### RECORDS PROVIDED

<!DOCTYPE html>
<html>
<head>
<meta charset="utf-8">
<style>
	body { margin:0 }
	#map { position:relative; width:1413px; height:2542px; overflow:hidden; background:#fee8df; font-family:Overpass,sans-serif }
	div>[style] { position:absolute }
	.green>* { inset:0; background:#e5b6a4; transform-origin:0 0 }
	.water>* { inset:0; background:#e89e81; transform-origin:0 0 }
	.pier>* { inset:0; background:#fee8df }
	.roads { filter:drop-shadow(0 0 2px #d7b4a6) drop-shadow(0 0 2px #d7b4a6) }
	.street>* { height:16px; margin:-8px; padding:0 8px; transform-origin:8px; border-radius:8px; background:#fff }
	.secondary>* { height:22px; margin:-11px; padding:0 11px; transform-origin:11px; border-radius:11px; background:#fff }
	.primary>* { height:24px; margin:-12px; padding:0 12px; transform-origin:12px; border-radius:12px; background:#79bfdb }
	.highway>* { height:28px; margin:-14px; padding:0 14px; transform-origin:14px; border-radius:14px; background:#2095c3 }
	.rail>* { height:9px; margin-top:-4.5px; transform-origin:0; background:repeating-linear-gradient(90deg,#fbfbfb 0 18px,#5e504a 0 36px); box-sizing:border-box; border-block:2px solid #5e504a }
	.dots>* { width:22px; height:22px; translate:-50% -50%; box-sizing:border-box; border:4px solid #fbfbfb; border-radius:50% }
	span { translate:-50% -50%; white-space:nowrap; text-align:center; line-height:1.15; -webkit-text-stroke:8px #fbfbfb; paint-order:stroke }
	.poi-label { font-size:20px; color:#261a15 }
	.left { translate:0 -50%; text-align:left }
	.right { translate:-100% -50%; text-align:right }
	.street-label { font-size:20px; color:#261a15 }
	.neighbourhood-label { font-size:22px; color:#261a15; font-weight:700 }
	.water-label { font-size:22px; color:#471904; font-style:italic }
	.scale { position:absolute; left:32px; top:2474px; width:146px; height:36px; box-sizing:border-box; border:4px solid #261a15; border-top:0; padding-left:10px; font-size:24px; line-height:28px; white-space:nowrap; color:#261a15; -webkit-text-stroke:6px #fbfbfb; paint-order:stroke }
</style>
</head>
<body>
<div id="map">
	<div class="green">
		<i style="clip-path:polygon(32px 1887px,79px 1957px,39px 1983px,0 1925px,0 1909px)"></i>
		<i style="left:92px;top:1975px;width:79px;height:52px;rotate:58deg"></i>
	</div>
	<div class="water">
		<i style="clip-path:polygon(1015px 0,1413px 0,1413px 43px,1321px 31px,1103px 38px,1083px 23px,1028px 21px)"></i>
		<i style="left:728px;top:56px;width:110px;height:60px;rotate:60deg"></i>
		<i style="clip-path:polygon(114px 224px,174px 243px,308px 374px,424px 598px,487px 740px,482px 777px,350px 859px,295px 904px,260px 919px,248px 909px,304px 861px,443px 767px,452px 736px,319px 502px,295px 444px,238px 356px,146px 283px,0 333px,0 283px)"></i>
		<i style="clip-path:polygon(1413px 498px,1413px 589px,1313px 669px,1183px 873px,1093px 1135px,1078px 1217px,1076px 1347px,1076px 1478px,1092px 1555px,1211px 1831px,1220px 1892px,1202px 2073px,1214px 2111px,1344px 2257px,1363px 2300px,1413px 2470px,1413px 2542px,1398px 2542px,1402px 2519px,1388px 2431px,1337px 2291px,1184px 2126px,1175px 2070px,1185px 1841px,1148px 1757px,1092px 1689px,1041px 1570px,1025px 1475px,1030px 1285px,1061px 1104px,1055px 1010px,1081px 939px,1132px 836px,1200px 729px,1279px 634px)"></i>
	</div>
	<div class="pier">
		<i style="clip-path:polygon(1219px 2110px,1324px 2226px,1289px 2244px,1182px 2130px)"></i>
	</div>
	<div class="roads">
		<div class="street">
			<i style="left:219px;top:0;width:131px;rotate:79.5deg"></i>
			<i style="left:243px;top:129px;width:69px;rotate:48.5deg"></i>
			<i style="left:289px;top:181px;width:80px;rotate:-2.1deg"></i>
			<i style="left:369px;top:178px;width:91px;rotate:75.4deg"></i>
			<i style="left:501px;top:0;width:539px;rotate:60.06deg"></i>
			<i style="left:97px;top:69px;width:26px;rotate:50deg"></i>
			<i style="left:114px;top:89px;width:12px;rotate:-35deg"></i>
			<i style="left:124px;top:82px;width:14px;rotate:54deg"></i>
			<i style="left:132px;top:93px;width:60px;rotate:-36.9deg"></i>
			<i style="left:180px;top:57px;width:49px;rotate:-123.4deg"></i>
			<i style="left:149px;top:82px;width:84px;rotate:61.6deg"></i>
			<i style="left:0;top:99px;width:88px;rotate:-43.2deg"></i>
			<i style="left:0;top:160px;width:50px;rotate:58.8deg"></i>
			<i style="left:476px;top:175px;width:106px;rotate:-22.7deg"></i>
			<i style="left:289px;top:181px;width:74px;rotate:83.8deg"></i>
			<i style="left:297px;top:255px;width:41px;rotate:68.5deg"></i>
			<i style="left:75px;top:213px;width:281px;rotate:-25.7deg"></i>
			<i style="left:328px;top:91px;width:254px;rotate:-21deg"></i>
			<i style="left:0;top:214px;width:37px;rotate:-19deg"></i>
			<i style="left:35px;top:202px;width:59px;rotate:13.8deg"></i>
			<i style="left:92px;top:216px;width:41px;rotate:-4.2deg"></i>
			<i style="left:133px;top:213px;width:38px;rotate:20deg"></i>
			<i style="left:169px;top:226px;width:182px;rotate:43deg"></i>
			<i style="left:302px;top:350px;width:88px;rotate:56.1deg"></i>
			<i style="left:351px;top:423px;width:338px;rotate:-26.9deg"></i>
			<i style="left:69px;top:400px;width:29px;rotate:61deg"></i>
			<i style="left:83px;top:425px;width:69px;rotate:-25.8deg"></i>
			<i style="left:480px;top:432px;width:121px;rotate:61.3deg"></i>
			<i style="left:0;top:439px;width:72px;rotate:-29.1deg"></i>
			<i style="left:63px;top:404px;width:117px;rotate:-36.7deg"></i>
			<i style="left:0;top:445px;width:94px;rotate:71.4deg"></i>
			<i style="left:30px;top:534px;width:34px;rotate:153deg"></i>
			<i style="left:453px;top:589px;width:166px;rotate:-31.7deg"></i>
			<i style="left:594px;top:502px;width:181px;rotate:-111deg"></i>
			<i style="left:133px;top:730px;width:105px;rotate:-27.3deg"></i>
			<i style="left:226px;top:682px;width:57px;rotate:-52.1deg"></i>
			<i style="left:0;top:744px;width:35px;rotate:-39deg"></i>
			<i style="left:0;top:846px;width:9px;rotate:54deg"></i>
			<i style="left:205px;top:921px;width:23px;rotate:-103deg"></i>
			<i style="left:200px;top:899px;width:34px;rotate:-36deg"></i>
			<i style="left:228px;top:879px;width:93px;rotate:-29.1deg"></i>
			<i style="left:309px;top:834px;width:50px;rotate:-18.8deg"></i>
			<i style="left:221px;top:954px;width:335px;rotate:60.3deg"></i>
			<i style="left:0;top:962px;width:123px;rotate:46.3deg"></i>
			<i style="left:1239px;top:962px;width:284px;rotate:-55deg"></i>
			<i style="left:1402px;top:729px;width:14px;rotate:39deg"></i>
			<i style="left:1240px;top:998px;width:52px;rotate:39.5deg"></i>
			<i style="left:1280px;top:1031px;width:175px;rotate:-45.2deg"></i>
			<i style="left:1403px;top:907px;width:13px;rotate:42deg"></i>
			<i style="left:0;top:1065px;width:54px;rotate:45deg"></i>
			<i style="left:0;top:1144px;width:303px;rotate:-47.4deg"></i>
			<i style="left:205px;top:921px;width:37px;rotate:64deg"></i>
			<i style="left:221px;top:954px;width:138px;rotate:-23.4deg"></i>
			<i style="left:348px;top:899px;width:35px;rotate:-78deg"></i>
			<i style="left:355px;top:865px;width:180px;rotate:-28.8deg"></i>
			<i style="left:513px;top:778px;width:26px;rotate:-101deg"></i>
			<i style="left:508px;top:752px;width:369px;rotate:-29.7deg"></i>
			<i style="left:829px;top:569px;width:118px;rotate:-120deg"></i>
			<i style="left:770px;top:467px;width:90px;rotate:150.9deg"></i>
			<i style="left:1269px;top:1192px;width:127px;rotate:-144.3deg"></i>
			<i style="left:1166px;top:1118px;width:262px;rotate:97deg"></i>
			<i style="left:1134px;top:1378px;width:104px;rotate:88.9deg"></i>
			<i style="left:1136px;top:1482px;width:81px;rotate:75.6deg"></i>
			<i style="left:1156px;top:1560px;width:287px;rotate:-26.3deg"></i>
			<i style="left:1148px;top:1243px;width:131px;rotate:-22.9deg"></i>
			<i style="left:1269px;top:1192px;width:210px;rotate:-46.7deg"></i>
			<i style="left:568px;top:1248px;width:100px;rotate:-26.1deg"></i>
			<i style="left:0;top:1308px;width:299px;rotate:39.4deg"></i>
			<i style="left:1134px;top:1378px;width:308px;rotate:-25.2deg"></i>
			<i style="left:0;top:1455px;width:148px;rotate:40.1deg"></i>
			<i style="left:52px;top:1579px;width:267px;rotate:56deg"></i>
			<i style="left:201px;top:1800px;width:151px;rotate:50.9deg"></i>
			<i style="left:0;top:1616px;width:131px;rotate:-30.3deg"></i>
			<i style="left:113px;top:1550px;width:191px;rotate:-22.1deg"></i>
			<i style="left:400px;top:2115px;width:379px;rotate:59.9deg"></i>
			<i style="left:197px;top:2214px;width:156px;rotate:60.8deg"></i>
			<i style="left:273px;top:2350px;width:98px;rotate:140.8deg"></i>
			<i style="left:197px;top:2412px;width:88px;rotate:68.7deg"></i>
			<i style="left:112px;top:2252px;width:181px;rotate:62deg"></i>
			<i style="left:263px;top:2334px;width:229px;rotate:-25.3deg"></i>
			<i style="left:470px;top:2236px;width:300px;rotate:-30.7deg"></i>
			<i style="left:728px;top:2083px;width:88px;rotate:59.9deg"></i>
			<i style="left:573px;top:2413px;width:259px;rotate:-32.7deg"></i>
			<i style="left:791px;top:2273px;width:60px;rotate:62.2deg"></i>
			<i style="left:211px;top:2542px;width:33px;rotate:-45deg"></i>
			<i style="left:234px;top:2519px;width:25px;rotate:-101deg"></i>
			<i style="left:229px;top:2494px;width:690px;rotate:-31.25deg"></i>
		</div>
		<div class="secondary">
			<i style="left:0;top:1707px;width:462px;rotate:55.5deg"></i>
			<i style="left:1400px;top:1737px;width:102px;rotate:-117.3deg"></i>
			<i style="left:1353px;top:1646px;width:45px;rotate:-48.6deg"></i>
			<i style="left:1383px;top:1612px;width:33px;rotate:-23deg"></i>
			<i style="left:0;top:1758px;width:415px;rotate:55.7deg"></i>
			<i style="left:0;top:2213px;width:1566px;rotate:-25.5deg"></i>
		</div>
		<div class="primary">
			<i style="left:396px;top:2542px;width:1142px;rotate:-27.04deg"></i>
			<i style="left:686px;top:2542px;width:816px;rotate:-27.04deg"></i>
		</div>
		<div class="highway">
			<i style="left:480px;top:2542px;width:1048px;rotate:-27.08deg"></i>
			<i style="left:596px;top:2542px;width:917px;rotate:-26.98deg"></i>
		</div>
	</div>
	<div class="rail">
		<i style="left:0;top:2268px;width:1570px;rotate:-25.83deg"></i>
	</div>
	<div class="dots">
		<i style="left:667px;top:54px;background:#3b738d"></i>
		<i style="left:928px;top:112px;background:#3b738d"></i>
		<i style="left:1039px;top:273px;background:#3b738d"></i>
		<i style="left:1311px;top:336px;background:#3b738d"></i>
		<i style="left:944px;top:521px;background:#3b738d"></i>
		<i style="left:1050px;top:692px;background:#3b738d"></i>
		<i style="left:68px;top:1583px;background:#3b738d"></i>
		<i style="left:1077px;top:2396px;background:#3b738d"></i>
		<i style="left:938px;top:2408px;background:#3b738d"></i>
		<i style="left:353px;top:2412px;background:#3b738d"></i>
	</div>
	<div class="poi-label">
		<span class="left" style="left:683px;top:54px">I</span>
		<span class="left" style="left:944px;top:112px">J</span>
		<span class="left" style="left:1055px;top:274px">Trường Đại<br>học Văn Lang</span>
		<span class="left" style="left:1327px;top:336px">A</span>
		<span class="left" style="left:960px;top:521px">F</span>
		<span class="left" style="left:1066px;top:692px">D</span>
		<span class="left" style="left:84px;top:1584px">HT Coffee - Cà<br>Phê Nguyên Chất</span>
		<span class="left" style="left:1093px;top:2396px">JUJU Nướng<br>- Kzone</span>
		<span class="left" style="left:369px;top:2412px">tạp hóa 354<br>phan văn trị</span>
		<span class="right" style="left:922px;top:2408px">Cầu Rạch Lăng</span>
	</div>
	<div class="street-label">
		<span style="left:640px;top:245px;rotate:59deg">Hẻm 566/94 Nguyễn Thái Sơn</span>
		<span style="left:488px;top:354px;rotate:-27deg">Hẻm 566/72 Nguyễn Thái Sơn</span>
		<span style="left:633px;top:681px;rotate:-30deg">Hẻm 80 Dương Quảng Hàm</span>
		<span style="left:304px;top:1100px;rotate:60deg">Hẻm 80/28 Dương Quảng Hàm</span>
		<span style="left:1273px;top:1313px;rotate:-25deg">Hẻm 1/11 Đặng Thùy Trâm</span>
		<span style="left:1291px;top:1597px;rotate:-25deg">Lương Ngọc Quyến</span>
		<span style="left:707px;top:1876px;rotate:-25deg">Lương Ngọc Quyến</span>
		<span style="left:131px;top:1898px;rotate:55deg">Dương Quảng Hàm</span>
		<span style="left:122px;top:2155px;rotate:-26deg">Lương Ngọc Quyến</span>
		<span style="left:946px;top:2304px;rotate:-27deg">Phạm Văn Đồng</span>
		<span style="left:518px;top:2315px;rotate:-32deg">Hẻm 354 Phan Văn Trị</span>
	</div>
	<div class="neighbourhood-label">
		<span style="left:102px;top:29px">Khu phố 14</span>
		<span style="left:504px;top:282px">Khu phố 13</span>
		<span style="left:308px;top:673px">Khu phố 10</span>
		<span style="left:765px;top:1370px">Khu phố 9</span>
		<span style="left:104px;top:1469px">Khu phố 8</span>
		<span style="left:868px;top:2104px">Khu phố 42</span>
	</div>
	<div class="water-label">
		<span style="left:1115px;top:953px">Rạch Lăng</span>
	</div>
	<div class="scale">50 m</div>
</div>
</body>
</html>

### WHAT THE TASK ASKS
Please filter the data down to the lines containing the word "padding".

### TASK RESPONSE
	.street>* { height:16px; margin:-8px; padding:0 8px; transform-origin:8px; border-radius:8px; background:#fff }
	.secondary>* { height:22px; margin:-11px; padding:0 11px; transform-origin:11px; border-radius:11px; background:#fff }
	.primary>* { height:24px; margin:-12px; padding:0 12px; transform-origin:12px; border-radius:12px; background:#79bfdb }
	.highway>* { height:28px; margin:-14px; padding:0 14px; transform-origin:14px; border-radius:14px; background:#2095c3 }
	.scale { position:absolute; left:32px; top:2474px; width:146px; height:36px; box-sizing:border-box; border:4px solid #261a15; border-top:0; padding-left:10px; font-size:24px; line-height:28px; white-space:nowrap; color:#261a15; -webkit-text-stroke:6px #fbfbfb; paint-order:stroke }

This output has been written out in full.